START MATERIAL PROVIDED

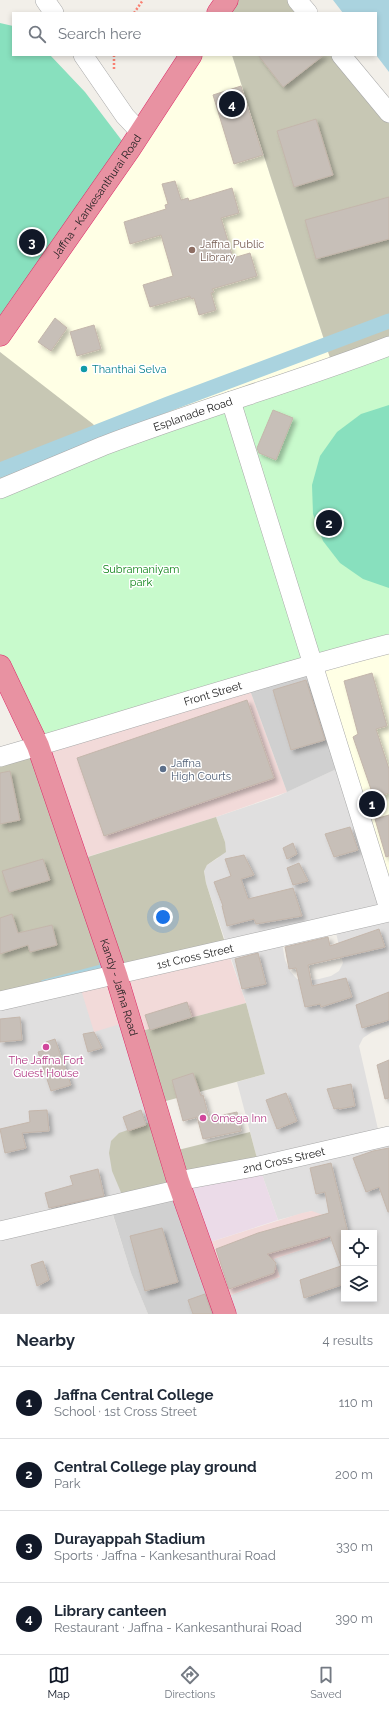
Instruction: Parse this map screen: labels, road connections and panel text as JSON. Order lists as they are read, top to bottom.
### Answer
{
  "streets": {
    "highway": ["Jaffna - Kankesanthurai Road", "Kandy - Jaffna Road"],
    "street": [
      "Esplanade Road",
      "Front Street",
      "1st Cross Street",
      "2nd Cross Street"
    ]
  },
  "crossings": [
    ["Front Street", "Kandy - Jaffna Road"],
    ["1st Cross Street", "Kandy - Jaffna Road"],
    ["Kandy - Jaffna Road", "2nd Cross Street"]
  ],
  "parks": ["Subramaniyam park"],
  "places": [
    "Jaffna Public Library",
    "Thanthai Selva",
    "Jaffna High Courts",
    "The Jaffna Fort Guest House",
    "Omega Inn"
  ],
  "page": {
    "search": "Search here",
    "pins": [
      "4",
      "3",
      "2",
      "1"
    ],
    "heading": ["Nearby", "4 results"],
    "list": [
      {
        "mark": "1",
        "name": "Jaffna Central College",
        "note": "School · 1st Cross Street",
        "value": "110 m"
      },
      {
        "mark": "2",
        "name": "Central College play ground",
        "note": "Park",
        "value": "200 m"
      },
      {
        "mark": "3",
        "name": "Durayappah Stadium",
        "note": "Sports · Jaffna - Kankesanthurai Road",
        "value": "330 m"
      },
      {
        "mark": "4",
        "name": "Library canteen",
        "note": "Restaurant · Jaffna - Kankesanthurai Road",
        "value": "390 m"
      }
    ],
    "nav": ["Map", "Directions", "Saved"]
  }
}
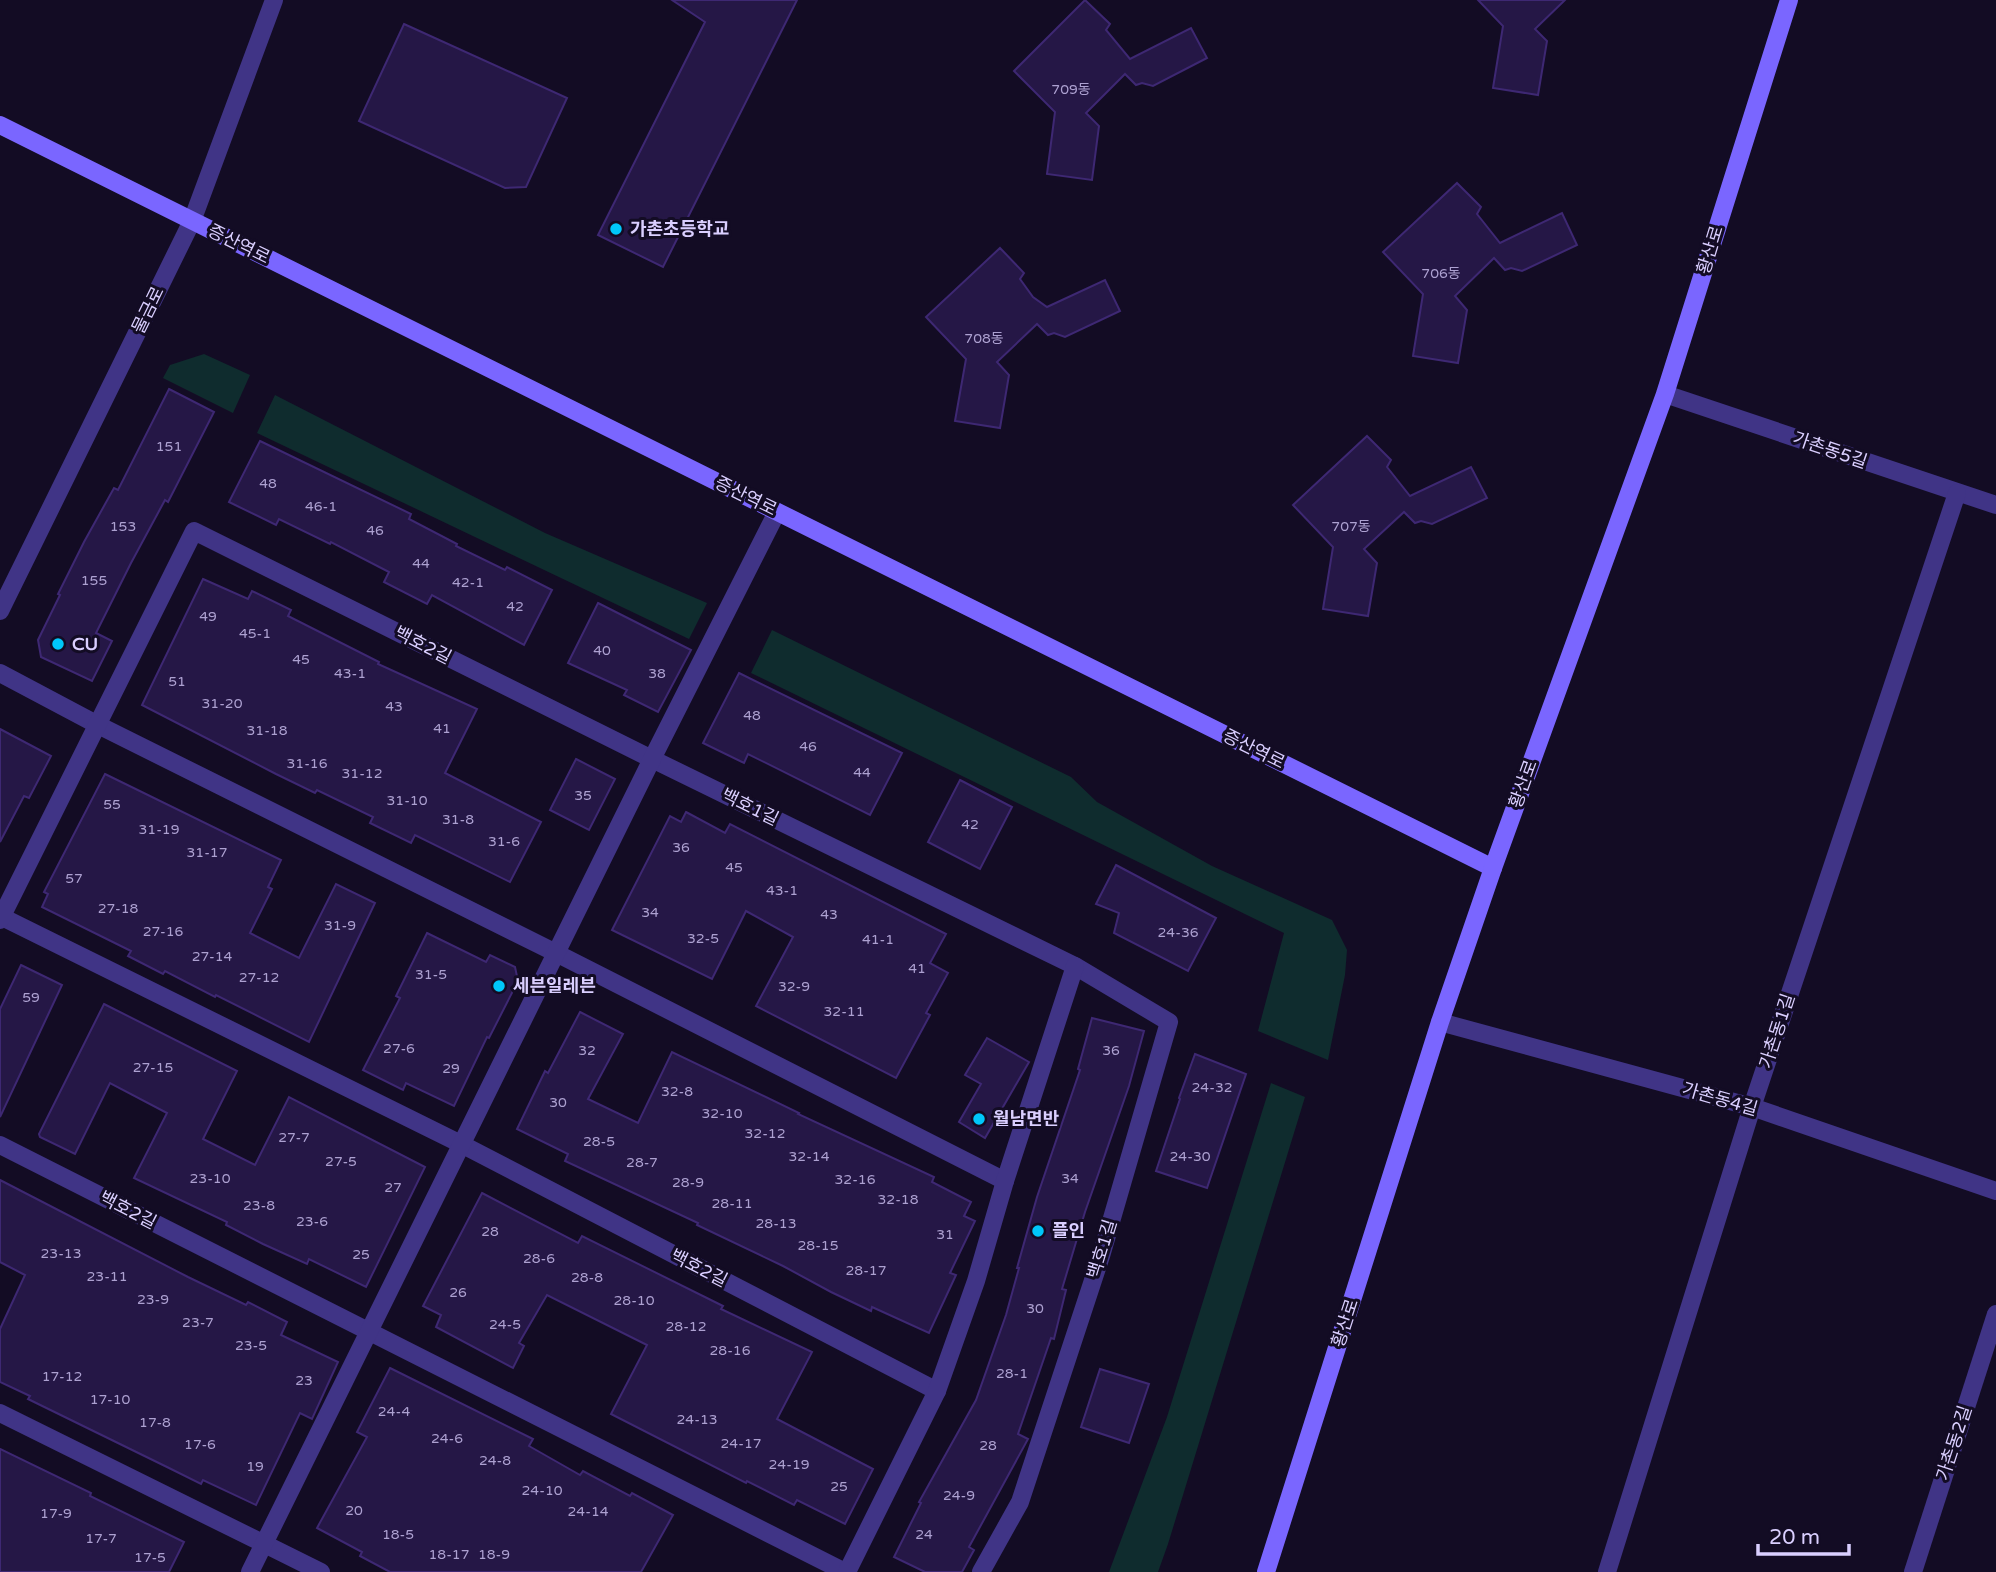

END MATERIAL PROVIDED

### PROBLEM STATEMENT:
Your answer must be an exact transcription of every entry, minus the pictures.

### RESPONSE:
Instruction: Parse this map screen: labels, road connections and panel text as JSON. Order lists as they are read, top to bottom.
### Answer
{
  "streets": {
    "highway": ["Jaffna - Kankesanthurai Road", "Kandy - Jaffna Road"],
    "street": [
      "Esplanade Road",
      "Front Street",
      "1st Cross Street",
      "2nd Cross Street"
    ]
  },
  "crossings": [
    ["Front Street", "Kandy - Jaffna Road"],
    ["1st Cross Street", "Kandy - Jaffna Road"],
    ["Kandy - Jaffna Road", "2nd Cross Street"]
  ],
  "parks": ["Subramaniyam park"],
  "places": [
    "Jaffna Public Library",
    "Thanthai Selva",
    "Jaffna High Courts",
    "The Jaffna Fort Guest House",
    "Omega Inn"
  ],
  "page": {
    "search": "Search here",
    "pins": [
      "4",
      "3",
      "2",
      "1"
    ],
    "heading": ["Nearby", "4 results"],
    "list": [
      {
        "mark": "1",
        "name": "Jaffna Central College",
        "note": "School · 1st Cross Street",
        "value": "110 m"
      },
      {
        "mark": "2",
        "name": "Central College play ground",
        "note": "Park",
        "value": "200 m"
      },
      {
        "mark": "3",
        "name": "Durayappah Stadium",
        "note": "Sports · Jaffna - Kankesanthurai Road",
        "value": "330 m"
      },
      {
        "mark": "4",
        "name": "Library canteen",
        "note": "Restaurant · Jaffna - Kankesanthurai Road",
        "value": "390 m"
      }
    ],
    "nav": ["Map", "Directions", "Saved"]
  }
}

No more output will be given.